The blade of beef with buttered savoy cabbage, crispy potato and forestiere sauce (£17.50) was declared one of the Adamson ‘favourites’ and seemed to be a popular choice with fellow diners that night.
However, while it looked simply delicious - even for a someone who doesn’t eat red meat - my husband wasn’t too convinced. He said it was tasty enough but he’d been imagining a chunky slice of well-cooked meat more akin to steak, than a dod of beef which tasted more like the chunks you get in a steak pie. He did eat most of it, washed down with a pint of the restaurant’s only draught lager, St Mungo (£3.90).
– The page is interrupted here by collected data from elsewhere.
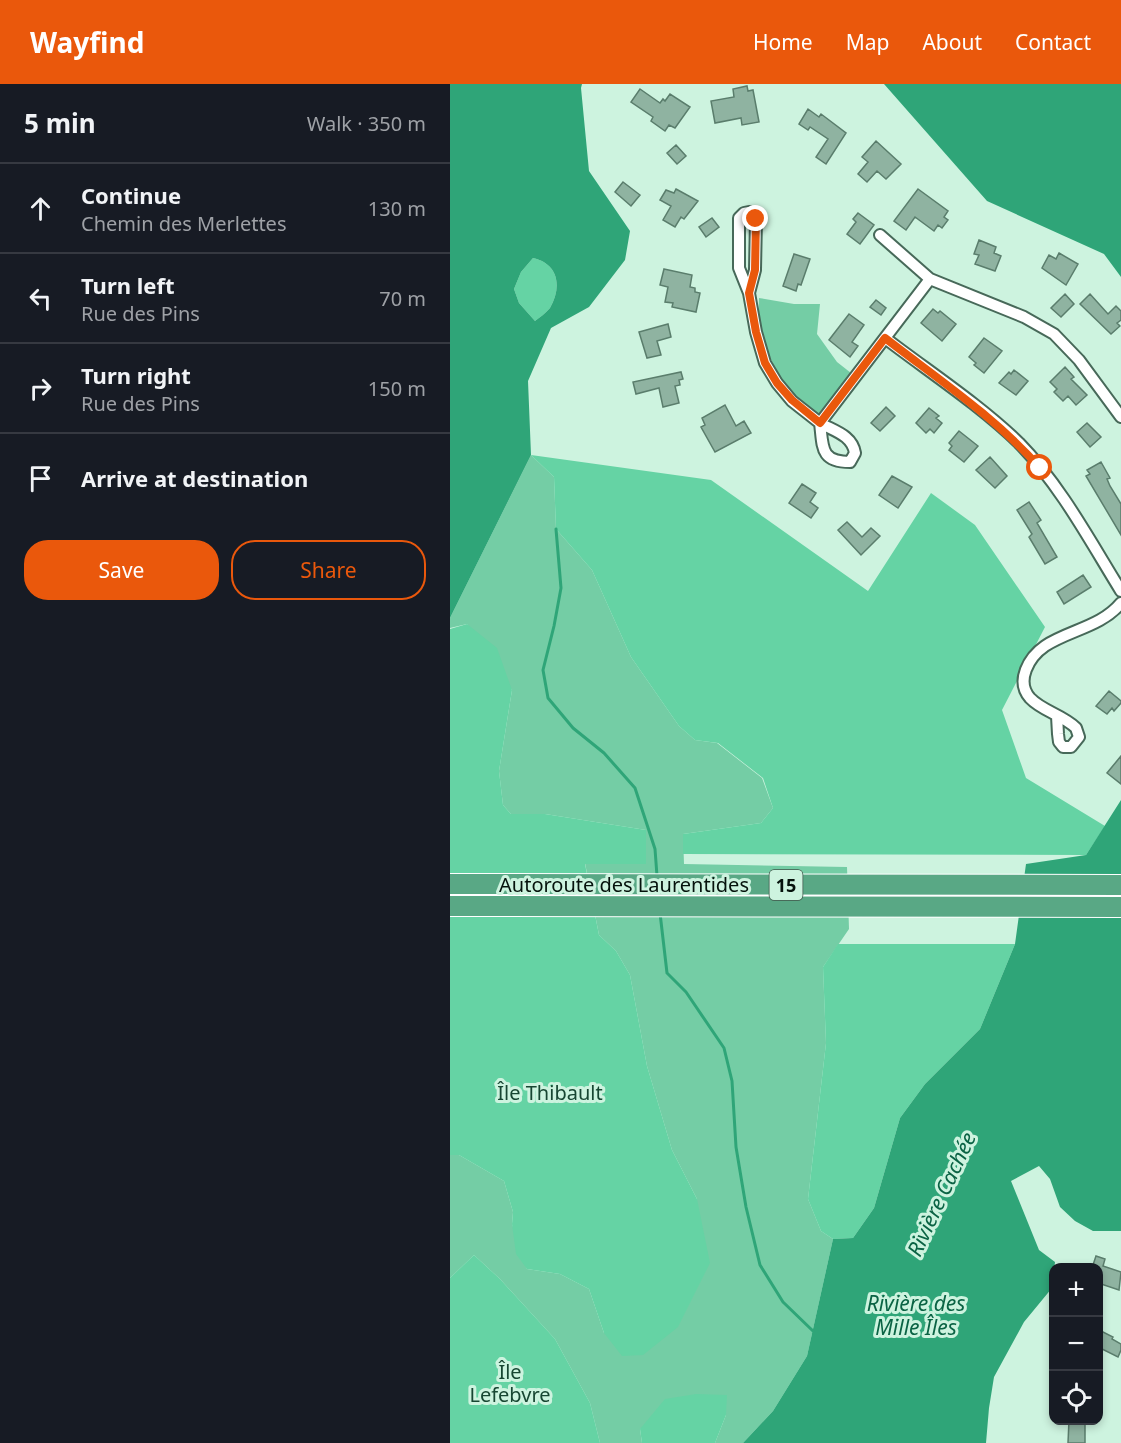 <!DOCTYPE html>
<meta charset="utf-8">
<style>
body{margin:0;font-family:"Noto Sans",sans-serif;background:#20242c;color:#f1f3f6}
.controls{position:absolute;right:18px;bottom:18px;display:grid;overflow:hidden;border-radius:12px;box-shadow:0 3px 9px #0003}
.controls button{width:54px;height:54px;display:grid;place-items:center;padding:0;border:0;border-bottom:2px solid #363941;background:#171b24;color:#f1f3f6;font:30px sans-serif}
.stop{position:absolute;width:18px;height:18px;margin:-14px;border:4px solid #ea580c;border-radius:50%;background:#fff}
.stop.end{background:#ea580c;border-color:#fff;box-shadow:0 2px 6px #0008}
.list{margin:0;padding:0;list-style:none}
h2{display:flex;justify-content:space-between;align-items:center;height:78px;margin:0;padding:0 24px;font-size:26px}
h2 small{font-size:20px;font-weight:400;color:#9ea1a6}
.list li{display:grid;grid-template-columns:39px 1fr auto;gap:18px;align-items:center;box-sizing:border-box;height:90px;padding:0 24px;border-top:2px solid #363941}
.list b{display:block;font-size:22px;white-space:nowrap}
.list p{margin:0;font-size:20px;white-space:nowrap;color:#9ea1a6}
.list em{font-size:20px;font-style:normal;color:#9ea1a6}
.actions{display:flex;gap:12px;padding:18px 24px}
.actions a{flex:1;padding:14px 0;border:2px solid #ea580c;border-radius:24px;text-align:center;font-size:21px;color:#ea580c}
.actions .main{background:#ea580c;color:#fff}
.icon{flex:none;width:33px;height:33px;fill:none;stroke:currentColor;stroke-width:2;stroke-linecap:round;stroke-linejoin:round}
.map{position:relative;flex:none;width:671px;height:1359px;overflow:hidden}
header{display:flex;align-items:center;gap:36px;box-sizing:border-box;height:84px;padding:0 30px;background:#ea580c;color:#fff}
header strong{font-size:28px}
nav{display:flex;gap:33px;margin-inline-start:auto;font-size:21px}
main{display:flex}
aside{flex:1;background:#171b24}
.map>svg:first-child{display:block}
.green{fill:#74cda5}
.forest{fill:#65d3a4}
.water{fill:#2fa578;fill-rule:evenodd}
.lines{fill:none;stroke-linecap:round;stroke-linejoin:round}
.stream{stroke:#2fa578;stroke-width:3}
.building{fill:#8fb3a1;stroke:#5a7d6c;stroke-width:1.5}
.street-casing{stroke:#476959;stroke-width:14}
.highway-casing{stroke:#fff;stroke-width:22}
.street{stroke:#fff;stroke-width:10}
.highway{stroke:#59a885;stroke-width:20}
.route{stroke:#ea580c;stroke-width:8}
.labels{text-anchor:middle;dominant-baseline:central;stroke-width:6;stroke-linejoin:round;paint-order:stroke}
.shield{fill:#cdf3df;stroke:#41564b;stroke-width:1.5}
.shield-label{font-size:18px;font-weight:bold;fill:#05120c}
.street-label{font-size:20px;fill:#05120c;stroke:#cdf3df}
.park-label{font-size:20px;fill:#174632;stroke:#cdf3df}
.water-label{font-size:21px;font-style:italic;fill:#0a6344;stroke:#cdf3df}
</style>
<header>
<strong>Wayfind</strong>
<nav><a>Home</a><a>Map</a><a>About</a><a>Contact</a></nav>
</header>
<main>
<aside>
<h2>5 min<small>Walk · 350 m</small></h2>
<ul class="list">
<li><svg class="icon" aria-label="ahead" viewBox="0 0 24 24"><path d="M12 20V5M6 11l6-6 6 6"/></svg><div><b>Continue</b><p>Chemin des Merlettes</p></div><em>130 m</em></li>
<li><svg class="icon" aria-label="left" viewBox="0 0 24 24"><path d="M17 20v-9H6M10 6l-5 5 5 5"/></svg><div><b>Turn left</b><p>Rue des Pins</p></div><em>70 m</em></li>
<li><svg class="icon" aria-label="right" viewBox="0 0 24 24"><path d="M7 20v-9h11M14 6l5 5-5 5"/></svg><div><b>Turn right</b><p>Rue des Pins</p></div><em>150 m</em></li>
<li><svg class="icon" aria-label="arrive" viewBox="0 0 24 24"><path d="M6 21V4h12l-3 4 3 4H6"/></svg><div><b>Arrive at destination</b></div></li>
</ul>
<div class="actions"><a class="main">Save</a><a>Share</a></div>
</aside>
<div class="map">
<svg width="671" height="1359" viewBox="0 0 671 1359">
<rect width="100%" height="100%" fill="#cdf3df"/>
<path class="green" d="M309 214 344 220H370L367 250 387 278 401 289 370 337 336 306 308 249Z
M81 371 104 393 106 445 142 486 181 573 229 642 245 656 267 659 312 694 323 724 311 739 233 750 234 780 397 783 399 845 373 883 376 959 358 1115 371 1147 383 1155 357 1272 323 1327 293 1359H265L276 1331 190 1345 192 1359H150L140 1319 105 1255 50 1195 24 1171 0 1194V1071H9L54 1097 63 1128 62 1140 77 1185 110 1190 139 1205 154 1249 247 1115 222 1066 197 982 180 891 166 867 149 851 135 779 196 780V746L95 730H61L53 721 49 687 62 606 17 540 0 544V534Z"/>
<path class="forest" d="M83 174C109 180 112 203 100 224 96 229 90 233 85 237L69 219 64 205 71 188Z
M81 371 261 396 418 507 481 409 525 441 595 543 552 626 576 694 655 742 636 771 233 770V750L311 739 323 724 313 694 268 659 245 656 229 642 181 573 142 486 106 445 104 393Z
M17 540 47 564 62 606 49 687 53 721 61 730H95L196 746V780H135L149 851 166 867 180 891 197 982 222 1066 247 1115 260 1179 228 1243 193 1271 172 1272 154 1249 139 1205 110 1190 77 1185 66 1170 62 1140 63 1128 54 1097 9 1071H0V545Z
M388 860H565L530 945 475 1000 450 1034 424 1124 403 1154 383 1155 371 1147 358 1115 376 959 373 883Z
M24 1171 50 1195 105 1255 140 1319 150 1359H0V1194Z
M246 1310 277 1311 276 1331 265 1359H192L190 1345 215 1315Z"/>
<path class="water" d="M0 0H132L131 4 139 87 180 147 175 176 139 223 101 244 78 297 81 371 0 534ZM83 174C109 180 112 203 100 224 96 229 90 233 85 237L69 219 64 205 71 188Z
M434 0H671V193L654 170 537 117Z
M671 716V1147H643L625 1137 610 1123 600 1095 589 1082 561 1097 589 1166 605 1178 602 1204 574 1238 544 1293 539 1324 536 1359H293L323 1327 357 1272 383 1155 403 1154 424 1124 450 1034 475 1000 530 945 565 860 576 780 636 771Z"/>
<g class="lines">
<path class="stream" d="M106 445 111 504 104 542 93 586 98 614 123 644 154 669 185 704 205 765 207 792
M210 829 217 889 236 908 274 964 282 997 286 1063 296 1123 310 1181 333 1218 363 1247"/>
</g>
<path class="building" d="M297 2 298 7 303 6 309 38 292 41 291 34 265 39 261 17 284 13 283 5Z
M190 5 210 19 213 15 215 17 220 10 240 23 225 44 219 41 215 47 201 37 203 33 181 18Z
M358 25 369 33 371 30 375 33 396 49 376 80 366 73 378 55 360 43 358 46 349 40Z
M426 57 451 80 436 95 427 87 417 98 408 90 418 78 412 73Z
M226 61 236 72 227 80 217 69Z
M173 98 190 111 181 122 165 108Z
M226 105 248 117 234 135 231 133 225 143 213 136 221 122 210 116 216 106 224 109Z
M468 105 498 127 494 133 498 136 492 144 488 141 484 147 465 133 456 146 444 137Z
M408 129 424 141 410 160 397 150 406 138 403 135Z
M262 134 269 143 256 153 249 143Z
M529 156 546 163 544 169 551 172 545 187 525 180 529 171 524 170Z
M609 169 628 180 616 201 592 184 599 171 606 175Z
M344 170 360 175 351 201 348 200 346 207 333 202Z
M214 185 242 191 240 203 245 204V208L250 209 246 228 222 223 223 219 215 218 218 203 210 201Z
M615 210 624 220 611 233 601 224Z
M640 210 658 230 666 222 671 227V236L667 239 670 242 661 250 630 220Z
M426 216 436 224 431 231 420 223Z
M483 225 488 229 490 227 506 240 492 257 471 239Z
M399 230 414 241 402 258 408 262 400 273 379 256Z
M218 240 221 253 207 257 211 271 197 274 189 248Z
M534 254 552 267 534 289 524 281 526 279 519 273Z
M615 283 624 293 621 295 637 311 626 321 618 312 613 317 604 308 607 305 600 298Z
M564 286 578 297 566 311 549 299 559 288 561 290Z
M231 288 233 295 229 296 230 301 225 302 229 319 213 323 209 304 186 310 183 298Z
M275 321 286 342 294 337 301 349 265 368 251 343 255 341 252 334Z
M436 323 445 332 430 347 421 339Z
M479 324 489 332 486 334 492 339 484 349 480 345 476 349 466 339Z
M637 339 651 353 640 363 627 348Z
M509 347 528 362 514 378 499 366 502 362 499 359Z
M540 373 557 392 545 404 526 386Z
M651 378 660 394 657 395 660 402 671 420V451L636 392 640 390 637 386Z
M442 392 462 403 448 424 429 411Z
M352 400 366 409 360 418 368 424 361 434 339 419Z
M579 418 591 436 587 439 607 473 595 480 579 453 582 450 567 426Z
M397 438 412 453 421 444 430 452 411 471 388 446Z
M633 491 641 503 614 520 607 508Z
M659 607 671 617V619L664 627 662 624 657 630 646 622Z
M671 672V700L657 689Z
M646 1172 655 1175 653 1182 671 1188 669 1206 648 1199V1184H642Z
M651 1247 663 1253 662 1255 671 1260V1266L668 1273 648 1263V1252Z
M619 1336H635V1359H618Z"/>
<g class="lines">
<g class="street-casing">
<path id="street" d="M430 151 480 195 574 233 604 250 629 276 671 333
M299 209 305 186 306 135 299 128 294 129 289 134V184L299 209 306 248 315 279 327 299 342 317 370 339 480 195
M435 254C478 287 530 321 569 359 611 402 640 457 671 507
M370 339C384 347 402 351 405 369L400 378C370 378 373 363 370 339Z
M607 632 608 650 609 658 613 663H621L629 653 626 644C613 631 592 627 580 614 565 597 579 573 595 562 619 546 651 543 671 519"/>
</g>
<g class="highway-casing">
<path id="highway" d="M0 800 671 801
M0 822 671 823"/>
</g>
<use href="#street" class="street"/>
<use href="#highway" class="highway"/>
</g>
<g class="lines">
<path class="route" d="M306 135 305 186 299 209 306 248 315 279 327 299 342 316 370 339 435 254C488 295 545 333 590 384"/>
</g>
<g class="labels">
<rect class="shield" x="319.5" y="786" width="33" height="30" rx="4.5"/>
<g class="shield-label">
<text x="336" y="801">15</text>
</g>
<g class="street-label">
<text x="174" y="800">Autoroute des Laurentides</text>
</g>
<g class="park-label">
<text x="100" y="1008">Île Thibault</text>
<text x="60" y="1287">Île<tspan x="60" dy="23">Lefebvre</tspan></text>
</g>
<g class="water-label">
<text transform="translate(491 1110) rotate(-65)">Rivière Cachée</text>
<text x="466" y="1219">Rivière des<tspan x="466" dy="24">Mille Îles</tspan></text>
</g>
</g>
</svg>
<div class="controls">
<button>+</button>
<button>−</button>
<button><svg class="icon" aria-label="locate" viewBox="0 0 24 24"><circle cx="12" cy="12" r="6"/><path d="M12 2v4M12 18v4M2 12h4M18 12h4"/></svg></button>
</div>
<div class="stop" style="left:590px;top:384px"></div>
<div class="stop end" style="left:306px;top:135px"></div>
</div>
</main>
Again, our empty plates disappeared quickly and I almost wanted to ask the waitress to slow it down a bit.
We were having a very rare night out after all and it would’ve been nice to have been able to savour it a bit longer! Not to worry, the desserts came and we were able to linger over a perfect creme brulee (me) and sticky toffee pudding and ice cream (him), both £5.
My brulee came with two little pieces of shortbread and while welcome, were actually too much even for someone with a sweet tooth like me. The sticky toffee pudding was declared suffiently sticky and substantial.
We finished off our meal with a coffee and a peppermint tea. The tea came in a lovely white teapot full of fresh mint leaves. Other diners may have been tempted to complete the experience by sampling a beer from the Eden Brewery or a glass of ‘The Hive’, the new 12-year-old whisky from the Wemyss Malts, but with a busy day ahead of us the next day we refrained.
Adamson director and co-founder Graham Dalton expalained the Adamson, located in the former post office in South Street, was the home of physician and pioneer photographer Dr John Adamson, whose residency there between 1848-1865 is marked by a plaque outside the restaurant. Inside there are some old cameras on display paying homage to his interest.
What probably captures the eye more, however, is the art work on the walls; some of it abstract, some of it verging on unsettling.
One feature sure to draw the eye is the open plan kitchen run by head chef Scott Davies. Watching the fast, efficient service from our seats we were left in no doubt that the running of the Adamson is a slick operation.